(Saved entries)
********************

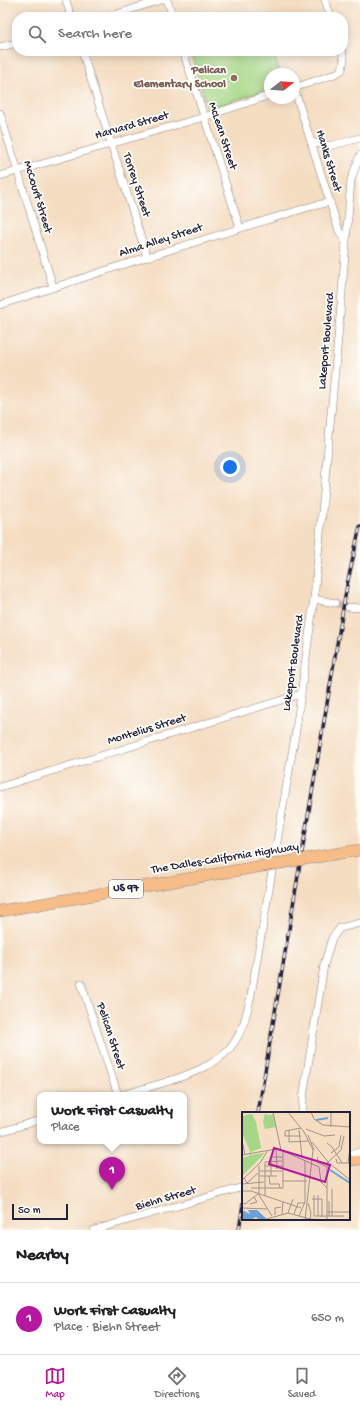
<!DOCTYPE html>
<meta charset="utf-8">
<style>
body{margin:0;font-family:"Gochi Hand",sans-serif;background:#f2f2f2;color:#202124}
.compass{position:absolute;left:264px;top:68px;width:36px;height:36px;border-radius:50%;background:#fff;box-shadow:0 2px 10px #0003;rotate:73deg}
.scale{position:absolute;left:12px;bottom:10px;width:56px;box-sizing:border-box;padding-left:4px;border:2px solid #22223b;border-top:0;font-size:11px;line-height:14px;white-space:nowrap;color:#22223b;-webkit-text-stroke:3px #fdfcf7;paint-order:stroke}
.you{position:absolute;left:230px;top:467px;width:14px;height:14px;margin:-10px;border:3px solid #fff;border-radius:50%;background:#1a73e8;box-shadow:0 0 0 6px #1a73e833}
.badge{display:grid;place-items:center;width:26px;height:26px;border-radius:50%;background:#b5179e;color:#fff;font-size:13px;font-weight:700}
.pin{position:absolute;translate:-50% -33px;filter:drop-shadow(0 1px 2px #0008)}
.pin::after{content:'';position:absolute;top:21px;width:14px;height:12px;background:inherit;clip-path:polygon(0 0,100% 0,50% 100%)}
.popup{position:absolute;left:37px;top:1092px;width:150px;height:52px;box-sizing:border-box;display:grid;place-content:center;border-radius:8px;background:#fff;filter:drop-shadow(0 1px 3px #0005);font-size:13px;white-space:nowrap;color:#757577}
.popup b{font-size:15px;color:#202124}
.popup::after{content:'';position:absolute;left:50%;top:100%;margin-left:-8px;border:8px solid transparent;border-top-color:#fff}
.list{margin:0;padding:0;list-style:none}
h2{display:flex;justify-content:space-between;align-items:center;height:52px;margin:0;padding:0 16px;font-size:17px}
h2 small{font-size:13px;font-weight:400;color:#757577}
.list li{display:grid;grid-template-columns:26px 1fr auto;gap:12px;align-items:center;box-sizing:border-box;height:72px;padding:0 16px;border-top:1px solid #e0e0e0}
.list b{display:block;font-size:15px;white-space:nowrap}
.list p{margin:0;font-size:13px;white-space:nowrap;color:#757577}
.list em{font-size:13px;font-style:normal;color:#757577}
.icon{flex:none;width:22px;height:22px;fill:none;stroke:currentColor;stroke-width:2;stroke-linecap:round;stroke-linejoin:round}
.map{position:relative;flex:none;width:360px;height:1230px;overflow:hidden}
.search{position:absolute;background:#fff;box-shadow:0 2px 10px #0003;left:12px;right:12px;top:12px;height:44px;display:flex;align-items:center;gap:10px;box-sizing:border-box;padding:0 14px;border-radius:16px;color:#757577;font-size:15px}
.sheet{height:124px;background:#fff}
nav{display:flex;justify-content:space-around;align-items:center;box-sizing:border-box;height:56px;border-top:1px solid #e0e0e0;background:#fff;font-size:11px;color:#757577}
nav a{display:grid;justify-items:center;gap:2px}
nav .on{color:#b5179e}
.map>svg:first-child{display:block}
.green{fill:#a5d786;stroke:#647c60}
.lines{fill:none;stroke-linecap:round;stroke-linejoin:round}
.minor-tunnel{stroke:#cbb8a7;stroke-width:7;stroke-dasharray:7 3.5;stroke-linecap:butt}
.minor-casing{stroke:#8c807e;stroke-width:8}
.major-casing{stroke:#8c807e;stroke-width:10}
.highway-casing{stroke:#8c807e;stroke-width:12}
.minor{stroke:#fff;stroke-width:7}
.major{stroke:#f7bd88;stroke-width:9}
.highway{stroke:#f7bd88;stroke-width:11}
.rail-casing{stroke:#22223b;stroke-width:3.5}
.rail{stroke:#fdfcf7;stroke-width:2;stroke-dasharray:6;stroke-linecap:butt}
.highway-bridge-casing{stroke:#8c807e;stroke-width:12;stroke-linecap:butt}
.highway-bridge{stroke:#f7bd88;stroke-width:11}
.education-dot{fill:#8d6e63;stroke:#fdfcf7;stroke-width:1.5}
.labels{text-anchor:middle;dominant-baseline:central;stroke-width:3.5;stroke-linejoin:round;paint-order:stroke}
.shield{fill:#fdfcf7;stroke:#646373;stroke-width:1}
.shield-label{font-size:11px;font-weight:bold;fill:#22223b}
.education-label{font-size:12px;font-weight:bold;fill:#785e54;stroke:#fdfcf7;text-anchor:end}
.street-label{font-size:12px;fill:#22223b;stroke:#fdfcf7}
.inset-river{fill:none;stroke:#6ea1da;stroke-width:2}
.inset-road{fill:none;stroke:#a1928c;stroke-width:1}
.view{fill:#b5179e;fill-opacity:0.15;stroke:#b5179e;stroke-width:2}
.inset-edge{fill:none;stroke:#22223b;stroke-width:2}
</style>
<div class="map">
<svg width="360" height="1230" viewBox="0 0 360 1230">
<rect width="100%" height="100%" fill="#fdfcf7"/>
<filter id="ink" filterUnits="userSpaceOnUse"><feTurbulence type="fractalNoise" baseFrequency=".025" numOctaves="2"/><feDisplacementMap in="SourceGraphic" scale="8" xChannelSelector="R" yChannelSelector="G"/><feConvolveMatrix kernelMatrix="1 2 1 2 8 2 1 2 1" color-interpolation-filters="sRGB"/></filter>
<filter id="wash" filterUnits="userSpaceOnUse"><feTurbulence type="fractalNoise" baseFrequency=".012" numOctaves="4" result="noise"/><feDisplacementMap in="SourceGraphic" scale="16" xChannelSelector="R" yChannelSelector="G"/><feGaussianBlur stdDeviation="0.9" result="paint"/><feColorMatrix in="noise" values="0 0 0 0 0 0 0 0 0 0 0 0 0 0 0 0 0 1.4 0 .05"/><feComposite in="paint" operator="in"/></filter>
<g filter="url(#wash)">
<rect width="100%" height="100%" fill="#f5ddc2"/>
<path class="green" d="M190,51H273L280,74H270V89L208,109Z"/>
</g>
<g filter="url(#ink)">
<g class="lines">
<path class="minor-tunnel" d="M335,603L348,607"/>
<defs>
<g id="minor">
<path d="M66,0L71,17"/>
<path d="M167,0L173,17"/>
<path d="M325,0L331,17"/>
<path d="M107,17L161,0"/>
<path d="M0,47L17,43"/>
<path d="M82,51L147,257"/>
<path d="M183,51L240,228"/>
<path d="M294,88L339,231L345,240"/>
<path d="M294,88L335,74L342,70L344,59L342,51"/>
<path d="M0,113L53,287"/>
<path d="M311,142L329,146L360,138"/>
<path d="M0,176L204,117L270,95"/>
<path d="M0,305L147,257L309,207L330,202"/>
<path d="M314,599L335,603"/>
<path d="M348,607L360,608"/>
<path d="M0,787L301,694"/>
<path d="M81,983L118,1095"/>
<path d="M122,1095C154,1085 216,1072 234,1043C244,1028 247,1012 251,995L296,730L314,599L340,316L351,180L360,155"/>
<path d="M302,1113L304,1091L324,965L332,938L340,928L360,923"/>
<path d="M0,1132L40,1120"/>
<path d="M349,1155L360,1152"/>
<path d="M94,1230L243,1187"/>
</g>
<path id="major" d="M349,1159L352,1161L360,1160"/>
<g id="highway">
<path d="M329,855L360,850"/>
<path d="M0,911L251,868"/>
</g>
</defs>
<use href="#minor" class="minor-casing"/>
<use href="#major" class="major-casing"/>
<use href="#highway" class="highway-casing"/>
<use href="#minor" class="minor"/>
<use href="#major" class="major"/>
<use href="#highway" class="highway"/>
<defs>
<g id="rail">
<path d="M258,1113L347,585L360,526"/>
<path d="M239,1230L243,1204"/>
</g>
</defs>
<use href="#rail" class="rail-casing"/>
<use href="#rail" class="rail"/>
<defs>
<path id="highway-bridge" d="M251,868L329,855"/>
</defs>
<use href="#highway-bridge" class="highway-bridge-casing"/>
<use href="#highway-bridge" class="highway-bridge"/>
</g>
</g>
<circle class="education-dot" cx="234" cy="78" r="4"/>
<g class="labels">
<rect class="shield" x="109" y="880" width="34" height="18" rx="3"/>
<g class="shield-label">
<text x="126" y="889">US 97</text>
</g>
<g class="education-label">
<text x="226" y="71">Pelican<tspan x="226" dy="14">Elementary School</tspan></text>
</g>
<g class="street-label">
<text transform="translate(132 126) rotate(-16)">Harvard Street</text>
<text transform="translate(222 136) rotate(72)">McLean Street</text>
<text transform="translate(328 161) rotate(73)">Hanks Street</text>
<text transform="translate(136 185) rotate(72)">Torrey Street</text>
<text transform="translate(37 197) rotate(73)">McCourt Street</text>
<text transform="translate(161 241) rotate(-18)">Alma Alley Street</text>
<text transform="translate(327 341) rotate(-85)">Lakeport Boulevard</text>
<text transform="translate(294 663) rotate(-82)">Lakeport Boulevard</text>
<text transform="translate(147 730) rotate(-17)">Montelius Street</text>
<text transform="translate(225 859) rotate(-9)">The Dalles-California Highway</text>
<text transform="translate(110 1036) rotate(72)">Pelican Street</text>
<text transform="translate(166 1199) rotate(-16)">Biehn Street</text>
</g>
</g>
<g transform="translate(242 1112)">
<rect width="108" height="108" fill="#f5ddc2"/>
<path d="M30,0L34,15L23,17L21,10L23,1L25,3H30ZM10,2L14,10L19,36L9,40V43L23,41L0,64V46L7,44L8,39L0,21V4Z" fill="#a5d786"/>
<path d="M0,98L8,102L6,98H15L26,108H17L14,105L9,108H0Z" fill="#6ea1da"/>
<path class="inset-river" d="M74,8L86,6M88,58L108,71M33,108H53"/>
<path class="inset-road" d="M31,0L39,38L77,55L79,70L85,76M46,0L62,20L71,38L63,108M69,0L72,7L81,13L108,15M89,0V15M59,16L43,19V24H59M64,17L82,24L93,23M47,18V30L66,29M57,18L60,45M66,23L72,38M0,28L3,43M70,30L87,51L108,68M85,31L90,35L100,51M89,41L97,35L99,23M0,43L34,37L35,57M76,45L75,50L85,55M94,47L95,51H108M106,51L108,36M17,54V83L30,104M23,54H41M17,59H41M17,64H35M27,64L28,72H37L38,76M29,64V45H40M2,66L5,71L16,61M0,68L18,51L26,38M41,69H65M0,72L22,70M9,76H41V40M90,77V104M0,79H9L59,96M23,83V50L40,49M72,83V104H102M70,87H80V105M0,91L3,92L16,82M66,91L69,101L68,107M8,92L15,90L12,85M0,96L25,97M85,100H108M46,101L51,87M40,102L41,89M52,102L56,91H63M33,103V96L39,95M57,104L63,90V48M76,104V83M87,104V89M85,107V51L99,38L102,24M21,108L46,101L68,107L88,108"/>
<path class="view" d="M32,36L88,53L83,70L27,52Z"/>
<rect width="108" height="108" class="inset-edge"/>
</g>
</svg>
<svg class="compass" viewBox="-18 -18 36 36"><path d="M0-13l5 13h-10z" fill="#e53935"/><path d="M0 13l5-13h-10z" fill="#757577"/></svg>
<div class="scale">50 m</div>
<div class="you"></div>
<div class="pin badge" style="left:112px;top:1190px">1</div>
<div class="popup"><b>Work First Casualty</b>Place</div>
<div class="search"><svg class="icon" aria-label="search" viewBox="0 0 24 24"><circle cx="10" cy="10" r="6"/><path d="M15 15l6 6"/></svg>Search here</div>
</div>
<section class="sheet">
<h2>Nearby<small></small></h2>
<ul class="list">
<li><span class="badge">1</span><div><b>Work First Casualty</b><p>Place · Biehn Street</p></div><em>650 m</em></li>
</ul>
</section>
<nav>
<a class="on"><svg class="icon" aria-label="map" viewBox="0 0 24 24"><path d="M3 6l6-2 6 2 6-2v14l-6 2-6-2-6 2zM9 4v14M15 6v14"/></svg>Map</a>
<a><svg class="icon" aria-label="directions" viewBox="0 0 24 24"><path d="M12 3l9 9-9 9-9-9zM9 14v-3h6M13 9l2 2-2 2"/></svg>Directions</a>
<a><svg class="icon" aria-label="saved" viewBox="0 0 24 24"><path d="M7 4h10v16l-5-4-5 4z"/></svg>Saved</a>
</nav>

********************

• **How to complete this task**
Lines from the one containing "<h2>Nearby<small></small></h2>" to the last line above, both included: copy these exactly and write nothing else.

• **Response**
<h2>Nearby<small></small></h2>
<ul class="list">
<li><span class="badge">1</span><div><b>Work First Casualty</b><p>Place · Biehn Street</p></div><em>650 m</em></li>
</ul>
</section>
<nav>
<a class="on"><svg class="icon" aria-label="map" viewBox="0 0 24 24"><path d="M3 6l6-2 6 2 6-2v14l-6 2-6-2-6 2zM9 4v14M15 6v14"/></svg>Map</a>
<a><svg class="icon" aria-label="directions" viewBox="0 0 24 24"><path d="M12 3l9 9-9 9-9-9zM9 14v-3h6M13 9l2 2-2 2"/></svg>Directions</a>
<a><svg class="icon" aria-label="saved" viewBox="0 0 24 24"><path d="M7 4h10v16l-5-4-5 4z"/></svg>Saved</a>
</nav>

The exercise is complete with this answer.